§ What the task asks: Please show all lines of the records that include "hidden".

§ Material for this task:
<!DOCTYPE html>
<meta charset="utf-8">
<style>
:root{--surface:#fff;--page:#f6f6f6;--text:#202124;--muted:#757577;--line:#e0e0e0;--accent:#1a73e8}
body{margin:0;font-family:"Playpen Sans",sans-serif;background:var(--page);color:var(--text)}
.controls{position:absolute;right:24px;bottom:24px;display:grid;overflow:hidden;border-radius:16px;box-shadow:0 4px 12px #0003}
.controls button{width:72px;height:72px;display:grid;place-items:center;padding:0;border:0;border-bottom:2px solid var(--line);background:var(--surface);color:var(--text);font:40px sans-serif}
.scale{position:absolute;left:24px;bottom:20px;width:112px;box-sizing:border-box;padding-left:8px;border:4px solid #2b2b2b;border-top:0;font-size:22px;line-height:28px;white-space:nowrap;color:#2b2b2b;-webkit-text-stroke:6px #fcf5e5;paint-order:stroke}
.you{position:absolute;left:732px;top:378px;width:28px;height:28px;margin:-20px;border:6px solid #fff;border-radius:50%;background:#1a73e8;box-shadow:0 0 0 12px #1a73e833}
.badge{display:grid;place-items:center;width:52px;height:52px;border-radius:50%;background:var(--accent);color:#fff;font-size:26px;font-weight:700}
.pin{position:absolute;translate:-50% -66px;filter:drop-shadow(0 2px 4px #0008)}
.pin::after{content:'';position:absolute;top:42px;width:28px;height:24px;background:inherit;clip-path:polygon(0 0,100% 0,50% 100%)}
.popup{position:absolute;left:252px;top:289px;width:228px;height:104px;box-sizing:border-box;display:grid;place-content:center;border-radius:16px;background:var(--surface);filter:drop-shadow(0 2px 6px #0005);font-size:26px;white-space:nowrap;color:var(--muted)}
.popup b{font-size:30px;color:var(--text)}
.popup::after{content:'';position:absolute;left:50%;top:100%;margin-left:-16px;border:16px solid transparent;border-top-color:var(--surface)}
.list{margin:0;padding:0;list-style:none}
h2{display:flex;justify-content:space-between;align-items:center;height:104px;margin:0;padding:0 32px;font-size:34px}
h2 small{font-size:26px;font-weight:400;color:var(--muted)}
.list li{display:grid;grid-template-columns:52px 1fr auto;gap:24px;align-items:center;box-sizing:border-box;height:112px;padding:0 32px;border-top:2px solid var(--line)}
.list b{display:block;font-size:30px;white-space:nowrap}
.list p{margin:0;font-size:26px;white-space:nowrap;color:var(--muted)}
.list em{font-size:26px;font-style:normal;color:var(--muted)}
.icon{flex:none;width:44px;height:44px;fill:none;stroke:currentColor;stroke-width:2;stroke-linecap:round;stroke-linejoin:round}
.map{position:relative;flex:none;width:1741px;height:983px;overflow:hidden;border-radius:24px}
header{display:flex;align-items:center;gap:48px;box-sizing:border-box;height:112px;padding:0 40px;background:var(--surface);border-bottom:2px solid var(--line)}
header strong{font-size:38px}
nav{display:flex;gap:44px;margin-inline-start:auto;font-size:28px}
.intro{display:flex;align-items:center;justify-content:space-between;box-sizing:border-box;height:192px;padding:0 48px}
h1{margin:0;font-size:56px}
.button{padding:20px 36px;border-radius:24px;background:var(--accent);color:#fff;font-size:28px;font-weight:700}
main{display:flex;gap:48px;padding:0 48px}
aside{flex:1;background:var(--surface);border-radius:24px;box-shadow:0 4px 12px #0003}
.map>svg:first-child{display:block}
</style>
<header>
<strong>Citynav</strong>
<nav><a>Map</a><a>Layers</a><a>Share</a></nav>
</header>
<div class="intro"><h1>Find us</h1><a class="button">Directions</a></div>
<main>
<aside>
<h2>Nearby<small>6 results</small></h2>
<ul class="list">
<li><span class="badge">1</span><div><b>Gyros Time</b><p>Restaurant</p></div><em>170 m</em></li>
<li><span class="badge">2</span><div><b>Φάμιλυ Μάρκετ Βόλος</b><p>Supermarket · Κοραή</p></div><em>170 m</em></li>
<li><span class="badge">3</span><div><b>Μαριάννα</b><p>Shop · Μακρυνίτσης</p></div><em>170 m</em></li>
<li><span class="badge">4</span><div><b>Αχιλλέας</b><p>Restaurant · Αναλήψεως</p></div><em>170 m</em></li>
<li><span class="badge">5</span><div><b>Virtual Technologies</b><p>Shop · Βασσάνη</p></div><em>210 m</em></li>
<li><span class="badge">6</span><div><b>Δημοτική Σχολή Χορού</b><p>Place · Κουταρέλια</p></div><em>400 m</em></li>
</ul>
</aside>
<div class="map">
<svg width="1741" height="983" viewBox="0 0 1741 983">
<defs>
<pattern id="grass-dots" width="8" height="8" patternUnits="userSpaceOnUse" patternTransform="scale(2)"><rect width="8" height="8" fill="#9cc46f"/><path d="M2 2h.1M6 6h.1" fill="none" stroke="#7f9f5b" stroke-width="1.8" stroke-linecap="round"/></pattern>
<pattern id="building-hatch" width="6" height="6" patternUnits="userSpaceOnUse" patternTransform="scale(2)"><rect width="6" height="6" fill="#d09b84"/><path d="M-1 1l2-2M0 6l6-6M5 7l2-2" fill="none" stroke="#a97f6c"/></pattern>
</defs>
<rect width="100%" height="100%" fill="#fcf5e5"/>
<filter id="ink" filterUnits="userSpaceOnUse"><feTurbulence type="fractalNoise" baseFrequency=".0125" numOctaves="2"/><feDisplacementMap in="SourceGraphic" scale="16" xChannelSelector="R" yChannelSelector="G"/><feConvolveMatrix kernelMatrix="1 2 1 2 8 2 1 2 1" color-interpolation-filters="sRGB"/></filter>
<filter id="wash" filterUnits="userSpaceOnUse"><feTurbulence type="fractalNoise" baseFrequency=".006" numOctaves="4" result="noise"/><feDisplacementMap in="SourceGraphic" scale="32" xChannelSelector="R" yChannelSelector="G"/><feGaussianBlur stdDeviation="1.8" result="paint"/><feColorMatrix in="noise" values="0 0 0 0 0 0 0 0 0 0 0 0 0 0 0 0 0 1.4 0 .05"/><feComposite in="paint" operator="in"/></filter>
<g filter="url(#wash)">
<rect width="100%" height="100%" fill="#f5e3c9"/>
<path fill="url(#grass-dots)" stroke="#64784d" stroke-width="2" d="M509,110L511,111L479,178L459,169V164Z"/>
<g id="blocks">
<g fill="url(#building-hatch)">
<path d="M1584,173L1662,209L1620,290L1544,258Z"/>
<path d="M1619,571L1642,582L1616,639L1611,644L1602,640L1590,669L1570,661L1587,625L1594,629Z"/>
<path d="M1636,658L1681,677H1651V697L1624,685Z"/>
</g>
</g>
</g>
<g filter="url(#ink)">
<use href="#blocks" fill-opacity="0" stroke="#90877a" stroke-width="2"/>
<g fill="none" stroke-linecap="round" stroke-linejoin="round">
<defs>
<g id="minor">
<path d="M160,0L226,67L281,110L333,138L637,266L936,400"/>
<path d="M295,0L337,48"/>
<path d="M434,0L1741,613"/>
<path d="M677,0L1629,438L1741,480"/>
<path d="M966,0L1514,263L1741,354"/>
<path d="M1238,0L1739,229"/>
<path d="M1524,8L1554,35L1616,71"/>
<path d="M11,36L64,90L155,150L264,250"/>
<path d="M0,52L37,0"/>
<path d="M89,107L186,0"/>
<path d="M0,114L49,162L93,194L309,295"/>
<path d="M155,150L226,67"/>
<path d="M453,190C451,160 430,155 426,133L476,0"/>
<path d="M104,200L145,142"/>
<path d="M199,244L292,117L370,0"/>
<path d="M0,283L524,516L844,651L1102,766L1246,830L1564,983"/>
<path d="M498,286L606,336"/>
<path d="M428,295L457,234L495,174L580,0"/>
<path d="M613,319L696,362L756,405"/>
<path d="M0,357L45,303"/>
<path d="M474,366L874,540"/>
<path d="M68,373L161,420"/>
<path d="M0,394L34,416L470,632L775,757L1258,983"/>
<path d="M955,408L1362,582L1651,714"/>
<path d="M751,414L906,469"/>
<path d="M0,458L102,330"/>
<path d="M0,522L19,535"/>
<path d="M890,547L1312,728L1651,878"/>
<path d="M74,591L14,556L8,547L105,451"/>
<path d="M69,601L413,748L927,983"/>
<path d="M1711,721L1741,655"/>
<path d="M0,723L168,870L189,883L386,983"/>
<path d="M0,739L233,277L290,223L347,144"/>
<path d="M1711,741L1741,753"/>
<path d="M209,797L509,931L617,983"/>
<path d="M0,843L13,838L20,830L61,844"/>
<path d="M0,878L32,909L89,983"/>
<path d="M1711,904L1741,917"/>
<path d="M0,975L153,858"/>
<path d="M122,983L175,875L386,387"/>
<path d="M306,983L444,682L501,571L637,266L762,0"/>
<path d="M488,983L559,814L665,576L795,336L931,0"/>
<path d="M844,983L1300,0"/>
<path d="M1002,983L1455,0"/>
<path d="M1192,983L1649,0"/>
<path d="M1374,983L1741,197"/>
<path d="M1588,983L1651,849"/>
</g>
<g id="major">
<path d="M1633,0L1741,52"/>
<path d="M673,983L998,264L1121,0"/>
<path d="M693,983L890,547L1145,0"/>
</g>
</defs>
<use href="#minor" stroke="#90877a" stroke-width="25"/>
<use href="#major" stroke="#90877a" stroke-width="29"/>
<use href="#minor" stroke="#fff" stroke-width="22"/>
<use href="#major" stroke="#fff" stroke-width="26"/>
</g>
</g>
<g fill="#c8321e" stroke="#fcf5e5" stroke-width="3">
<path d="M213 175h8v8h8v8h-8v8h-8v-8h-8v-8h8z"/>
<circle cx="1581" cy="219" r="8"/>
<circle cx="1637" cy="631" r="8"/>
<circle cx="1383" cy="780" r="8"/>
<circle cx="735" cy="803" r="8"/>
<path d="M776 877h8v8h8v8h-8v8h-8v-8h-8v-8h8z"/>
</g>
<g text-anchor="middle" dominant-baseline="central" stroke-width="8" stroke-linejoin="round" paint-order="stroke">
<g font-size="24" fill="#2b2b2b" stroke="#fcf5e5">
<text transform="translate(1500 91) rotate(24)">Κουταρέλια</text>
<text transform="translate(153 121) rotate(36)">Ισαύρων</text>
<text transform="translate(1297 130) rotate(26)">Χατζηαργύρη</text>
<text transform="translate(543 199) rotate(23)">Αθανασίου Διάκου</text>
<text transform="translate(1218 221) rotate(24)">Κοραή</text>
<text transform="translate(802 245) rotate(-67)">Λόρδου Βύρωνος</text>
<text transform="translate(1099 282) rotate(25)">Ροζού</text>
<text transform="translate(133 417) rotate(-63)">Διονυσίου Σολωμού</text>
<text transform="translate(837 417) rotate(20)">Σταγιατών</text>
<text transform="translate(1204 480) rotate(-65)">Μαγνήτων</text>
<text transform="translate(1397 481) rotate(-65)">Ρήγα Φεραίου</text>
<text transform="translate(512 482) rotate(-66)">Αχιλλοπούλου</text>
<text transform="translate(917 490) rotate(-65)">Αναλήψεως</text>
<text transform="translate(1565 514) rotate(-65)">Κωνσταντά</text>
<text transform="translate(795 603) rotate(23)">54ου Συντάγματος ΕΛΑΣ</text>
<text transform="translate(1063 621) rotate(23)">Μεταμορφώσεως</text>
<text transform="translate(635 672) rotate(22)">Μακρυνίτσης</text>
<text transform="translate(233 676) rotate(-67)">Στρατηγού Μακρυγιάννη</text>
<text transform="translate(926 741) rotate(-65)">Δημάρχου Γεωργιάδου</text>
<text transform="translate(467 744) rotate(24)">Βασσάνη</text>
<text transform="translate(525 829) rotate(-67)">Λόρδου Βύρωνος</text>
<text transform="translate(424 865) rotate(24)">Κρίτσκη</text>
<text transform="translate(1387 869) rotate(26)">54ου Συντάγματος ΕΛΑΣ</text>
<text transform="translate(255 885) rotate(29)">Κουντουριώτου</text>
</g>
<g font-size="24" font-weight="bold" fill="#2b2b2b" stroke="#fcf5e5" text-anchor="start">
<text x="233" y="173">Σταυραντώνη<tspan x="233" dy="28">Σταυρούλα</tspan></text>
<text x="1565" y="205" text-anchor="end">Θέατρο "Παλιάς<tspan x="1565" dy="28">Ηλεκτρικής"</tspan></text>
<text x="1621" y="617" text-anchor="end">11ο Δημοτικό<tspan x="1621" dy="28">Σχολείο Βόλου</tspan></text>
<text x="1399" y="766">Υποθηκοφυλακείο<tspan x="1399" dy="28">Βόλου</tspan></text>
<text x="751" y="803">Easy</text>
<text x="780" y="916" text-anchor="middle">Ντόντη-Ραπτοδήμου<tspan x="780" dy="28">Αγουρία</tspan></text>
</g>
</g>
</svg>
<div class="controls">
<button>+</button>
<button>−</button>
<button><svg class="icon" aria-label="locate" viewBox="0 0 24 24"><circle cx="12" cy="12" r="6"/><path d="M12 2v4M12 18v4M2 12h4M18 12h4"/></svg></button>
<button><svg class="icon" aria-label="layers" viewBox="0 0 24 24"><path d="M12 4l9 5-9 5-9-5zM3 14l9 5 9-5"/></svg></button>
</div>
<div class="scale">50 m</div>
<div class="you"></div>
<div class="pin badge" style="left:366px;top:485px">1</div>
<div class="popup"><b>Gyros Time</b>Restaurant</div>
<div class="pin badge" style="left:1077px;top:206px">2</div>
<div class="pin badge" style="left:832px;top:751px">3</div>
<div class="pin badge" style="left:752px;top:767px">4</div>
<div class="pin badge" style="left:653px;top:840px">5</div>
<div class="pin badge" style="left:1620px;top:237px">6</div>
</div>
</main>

§ Answer for the task:
.controls{position:absolute;right:24px;bottom:24px;display:grid;overflow:hidden;border-radius:16px;box-shadow:0 4px 12px #0003}
.map{position:relative;flex:none;width:1741px;height:983px;overflow:hidden;border-radius:24px}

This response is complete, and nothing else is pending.